The disciples in the Gospel, as well as Joshua in the Old Testament, are concerned that others outside their group are exercising God’s power. Jesus, and Moses before him, remind them (and us) that God can use anyone he wishes to work his wonders among his people. It’s very easy for us to become like the disciples and forget to rejoice that the Spirit of God works in many unexpected ways. Do I, do you, keep our eyes and hearts open each day in expectation that the Spirit of God may visit us in unexpected ways and through unexpected people?
The words of St. James offer us a challenge. The Oblate community has worked hard to provide us with all we have here. We have much more than many of our brothers and sisters. How do we live our vow of poverty when we have our needs taken care of so well? We can identify with our poor brothers and sisters by being grateful often each day. We can share our sufficiency through our hospitality to guests. And we can remember our brothers and sisters who have much less than we do, and cut short our complaints when we don’t have everything we may think we need.

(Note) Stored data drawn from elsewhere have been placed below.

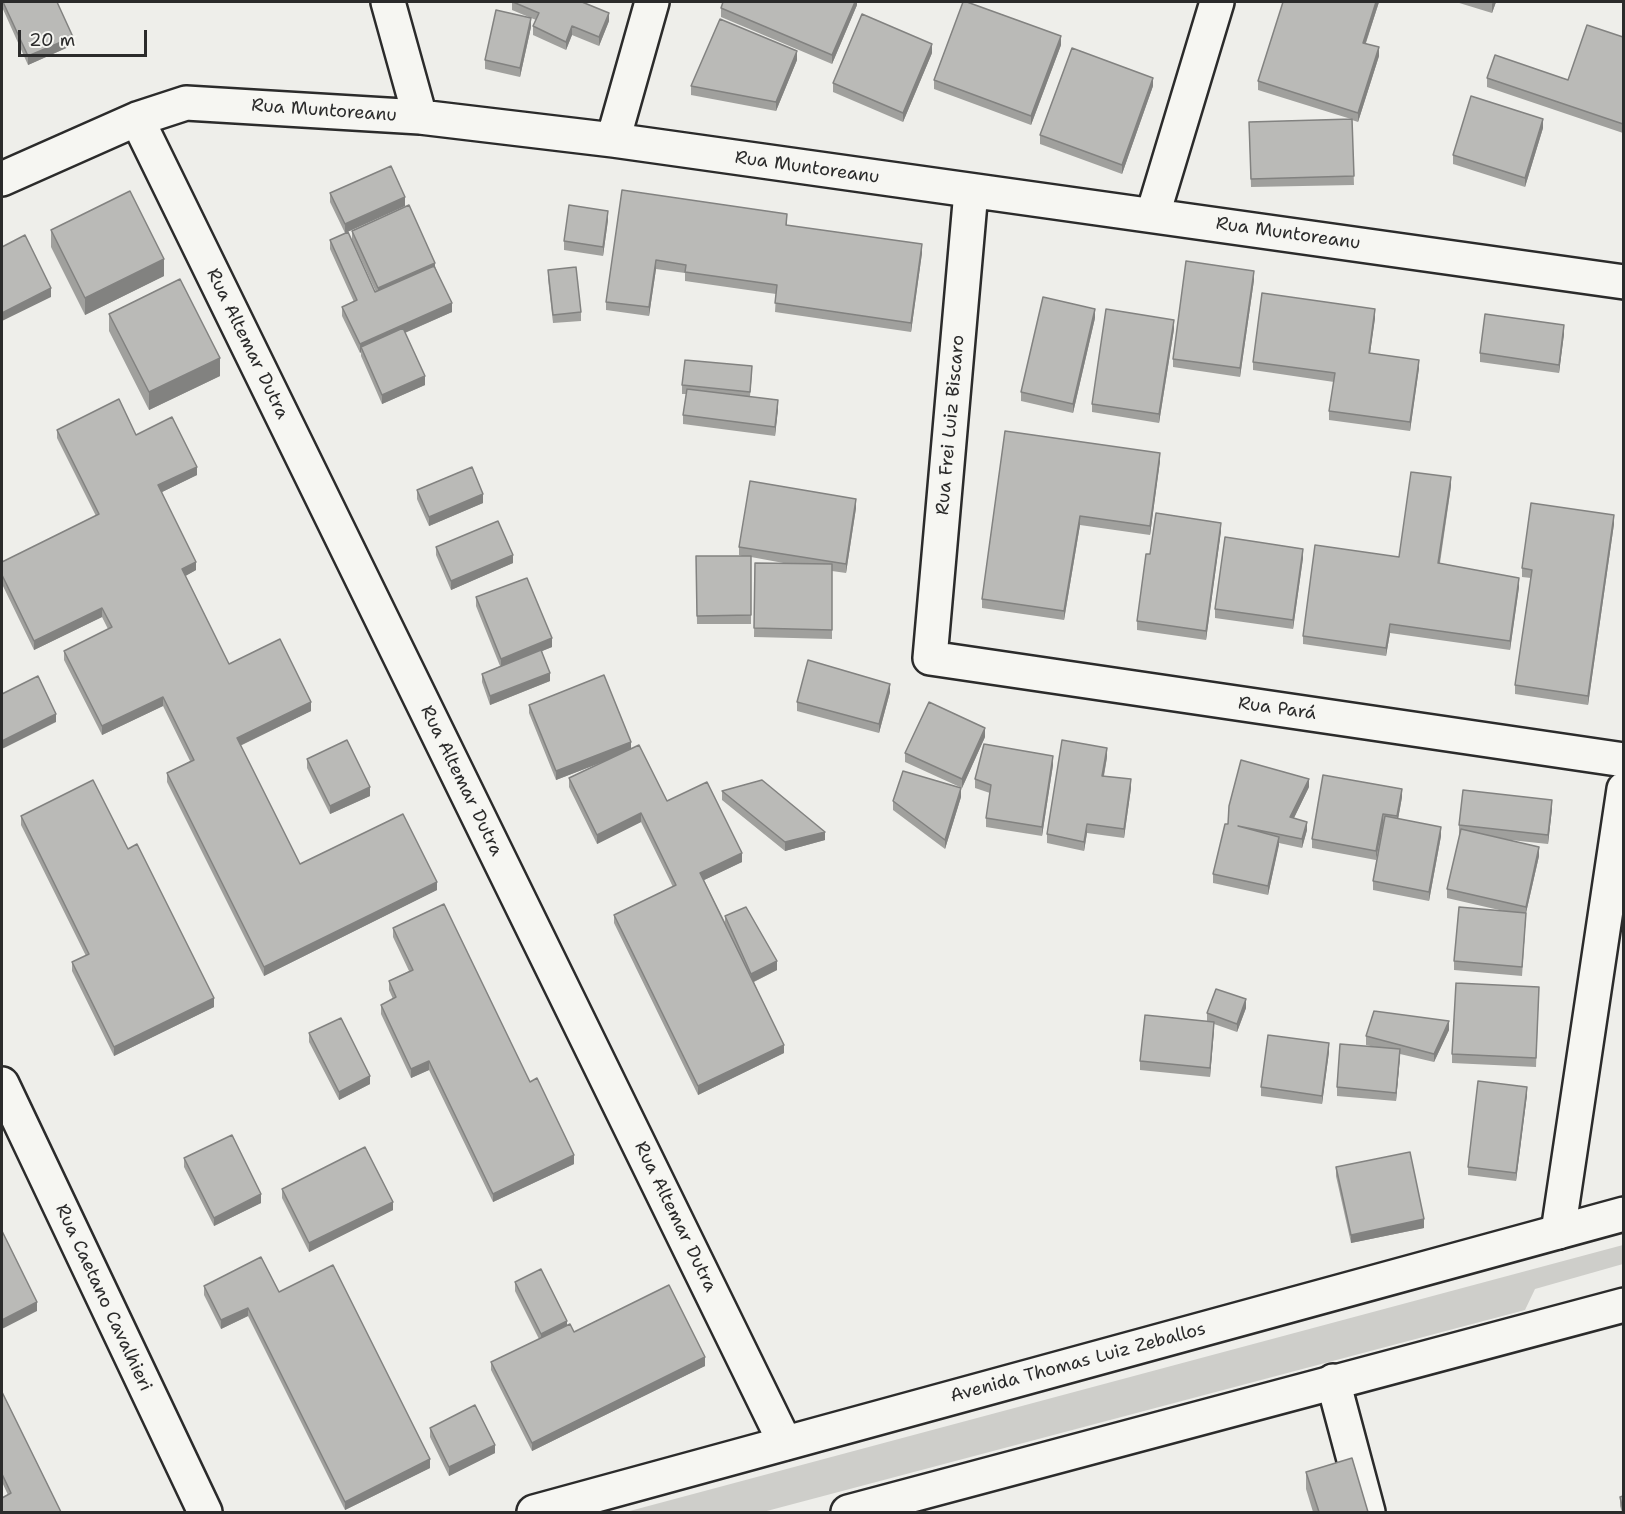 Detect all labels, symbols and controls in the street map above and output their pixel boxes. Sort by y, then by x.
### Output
scale bar [21,18,150,56]
text: 20 m [29,28,75,52]
street label: Rua Muntoreanu [251,95,397,127]
street label: Rua Muntoreanu [733,147,881,189]
street label: Rua Muntoreanu [1214,213,1362,255]
street label: Rua Altemar Dutra [201,265,293,423]
street label: Rua Frei Luiz Biscaro [932,334,970,516]
street label: Rua Pará [1237,693,1317,725]
street label: Rua Altemar Dutra [415,702,507,860]
street label: Rua Altemar Dutra [629,1138,721,1296]
street label: Rua Caetano Cavalhieri [50,1201,156,1395]
street label: Avenida Thomas Luiz Zeballos [948,1318,1208,1408]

When we take the time each day to be aware of God’s abundant providence, we also continue to be aware of our own ingratitude. We are aware that there are things about us that draw our attention away from God’s graciousness. Jesus challenges us to total concentration on the God who loves us. If something causes us to sin, cut it off. Jesus is not calling us to mutilation, but he is calling us to decision-making. If we are serious about responding to the great love God has for us, then we will make serious efforts to accept God’s grace throughout the day and choose to move beyond those things in us that lead us to be self-centered.

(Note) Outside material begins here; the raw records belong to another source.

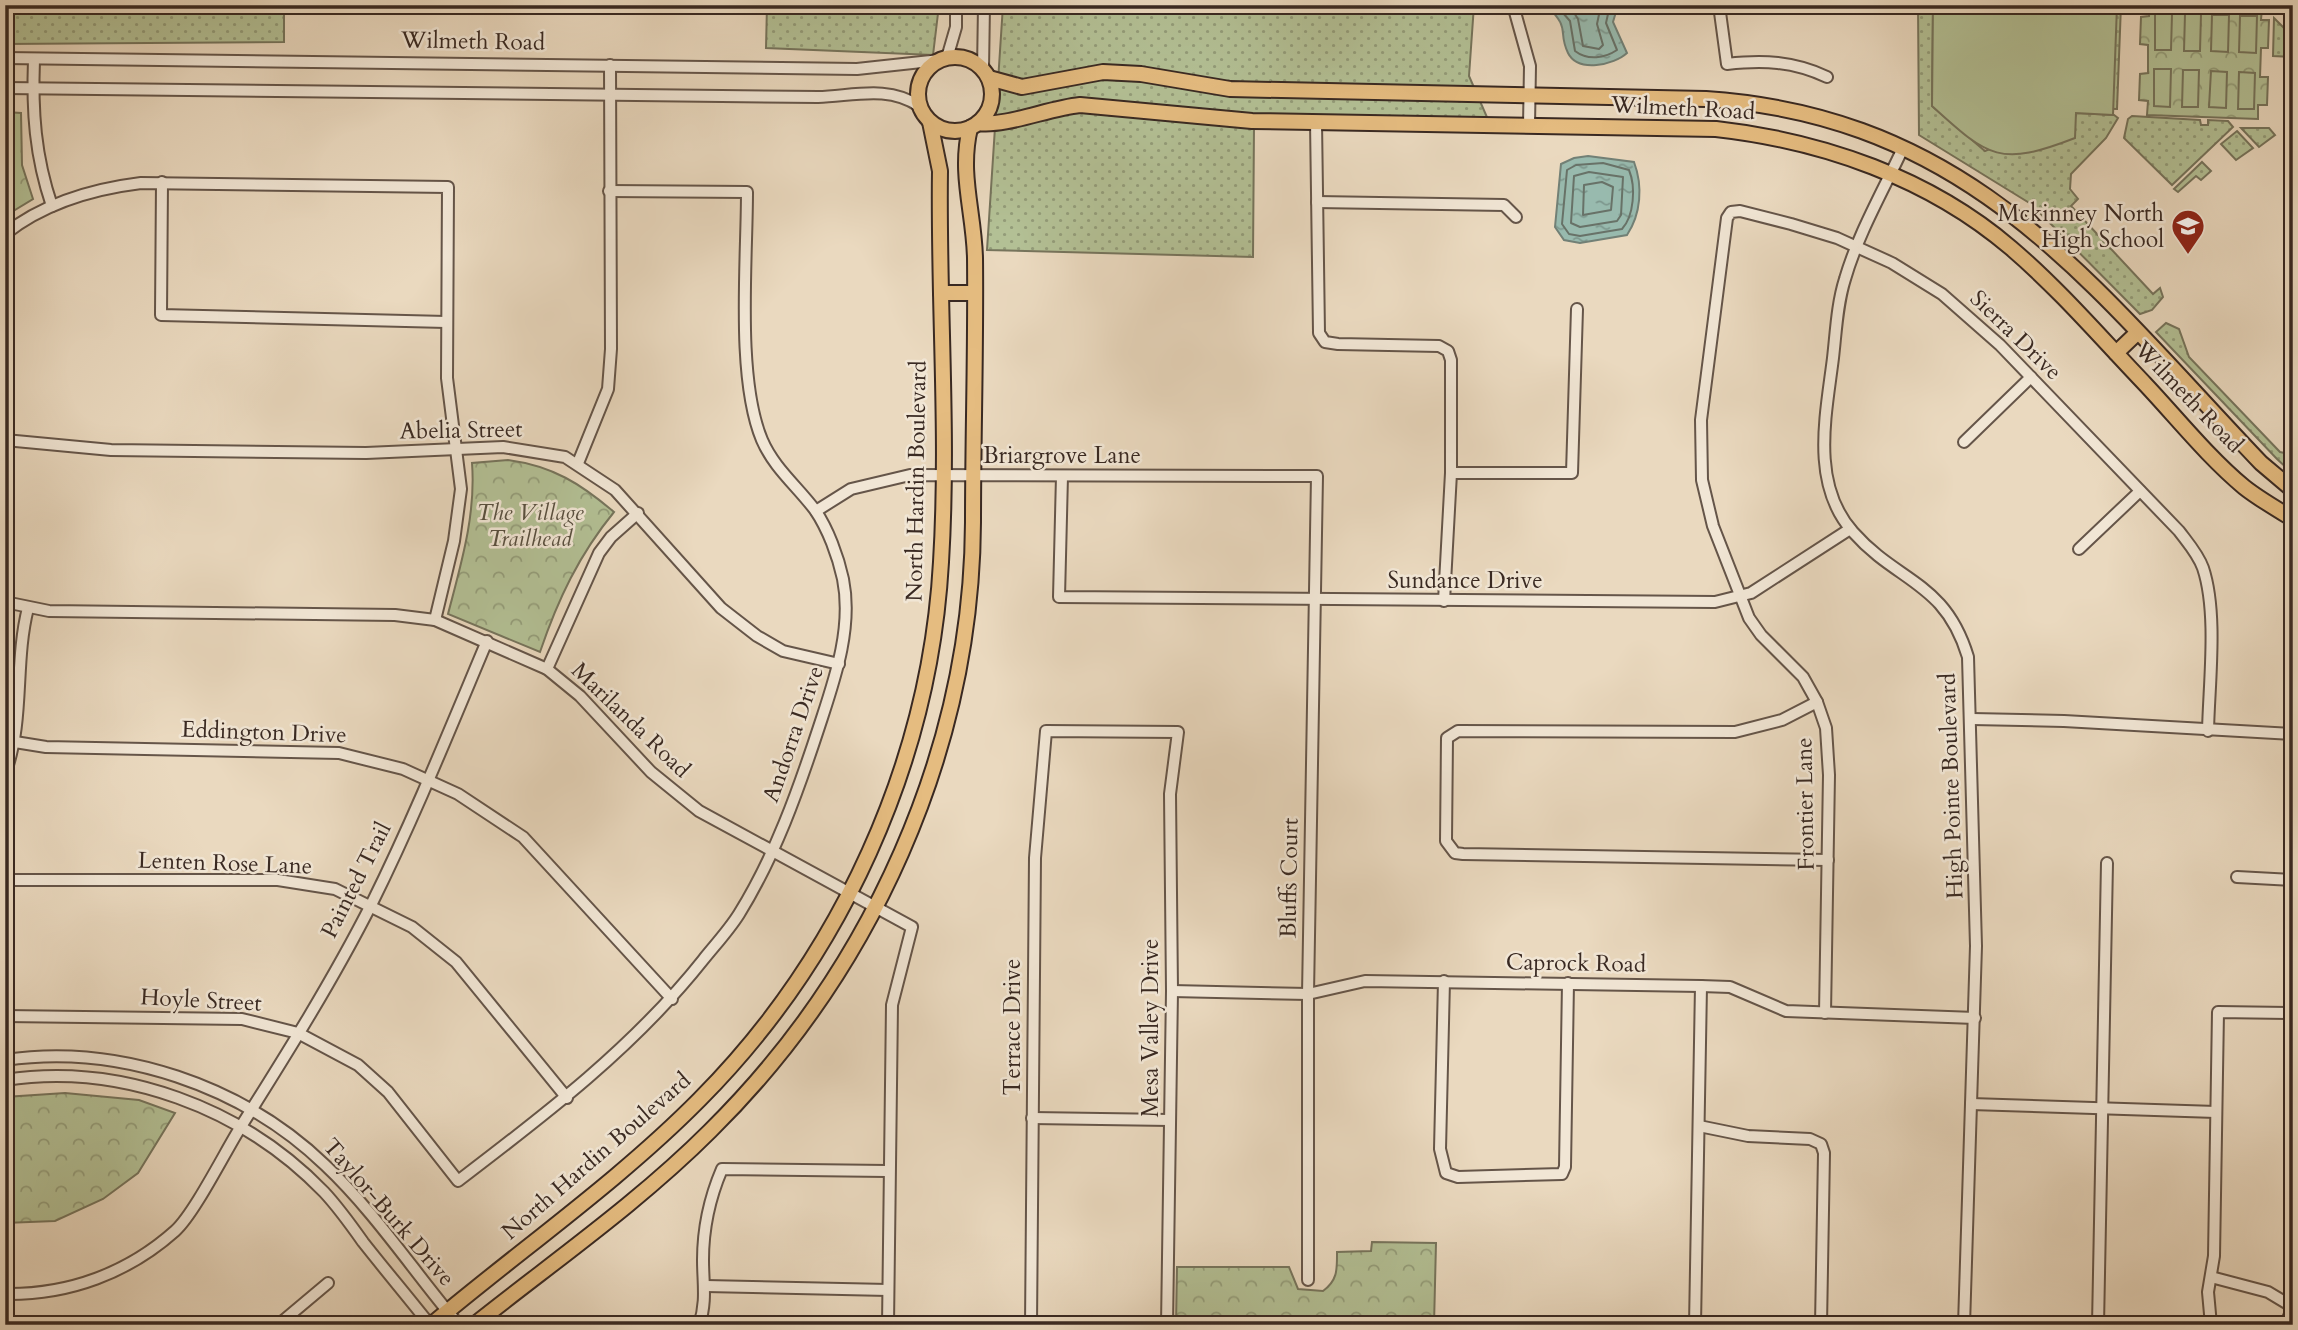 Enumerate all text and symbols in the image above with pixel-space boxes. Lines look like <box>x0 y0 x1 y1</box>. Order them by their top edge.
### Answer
street label: Wilmeth Road <box>400 24 546 58</box>
street label: Wilmeth Road <box>1609 89 1757 127</box>
place label: Mckinney North High School <box>1998 198 2164 255</box>
school or university icon: Mckinney North High School <box>2169 207 2207 256</box>
street label: Sierra Drive <box>1963 283 2069 387</box>
street label: Wilmeth Road <box>2127 334 2251 460</box>
street label: North Hardin Boulevard <box>898 359 934 602</box>
street label: Abelia Street <box>399 413 523 447</box>
street label: Briargrove Lane <box>983 440 1141 471</box>
park label: The Village Trailhead <box>476 497 584 554</box>
street label: Sundance Drive <box>1387 565 1543 596</box>
street label: Marilanda Road <box>565 655 698 785</box>
street label: Andorra Drive <box>755 662 831 806</box>
street label: High Pointe Boulevard <box>1932 672 1970 899</box>
street label: Eddington Drive <box>181 714 347 750</box>
street label: Frontier Lane <box>1788 737 1822 871</box>
street label: Painted Trail <box>313 816 399 943</box>
street label: Bluffs Court <box>1272 818 1306 938</box>
street label: Lenten Rose Lane <box>137 844 313 882</box>
street label: Mesa Valley Drive <box>1135 939 1166 1117</box>
street label: Caprock Road <box>1506 946 1647 980</box>
street label: Terrace Drive <box>997 959 1028 1095</box>
street label: Hoyle Street <box>139 981 263 1019</box>
street label: North Hardin Boulevard <box>495 1065 698 1247</box>
street label: Taylor-Burk Drive <box>316 1131 462 1293</box>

We have all lived long enough to know the things about us that tend to distract us from God’s loving providence. De Sales reminds us that these tendencies ought to become the subject of our morning preparation of the day. Together with God, we can develop a graced plan which will help us to become more dependent on God’s grace during our day. In this way, we learn to make practical decisions that “cut short” our tendencies toward selfishness and self-centeredness and refocus our attention on God who is providing for us.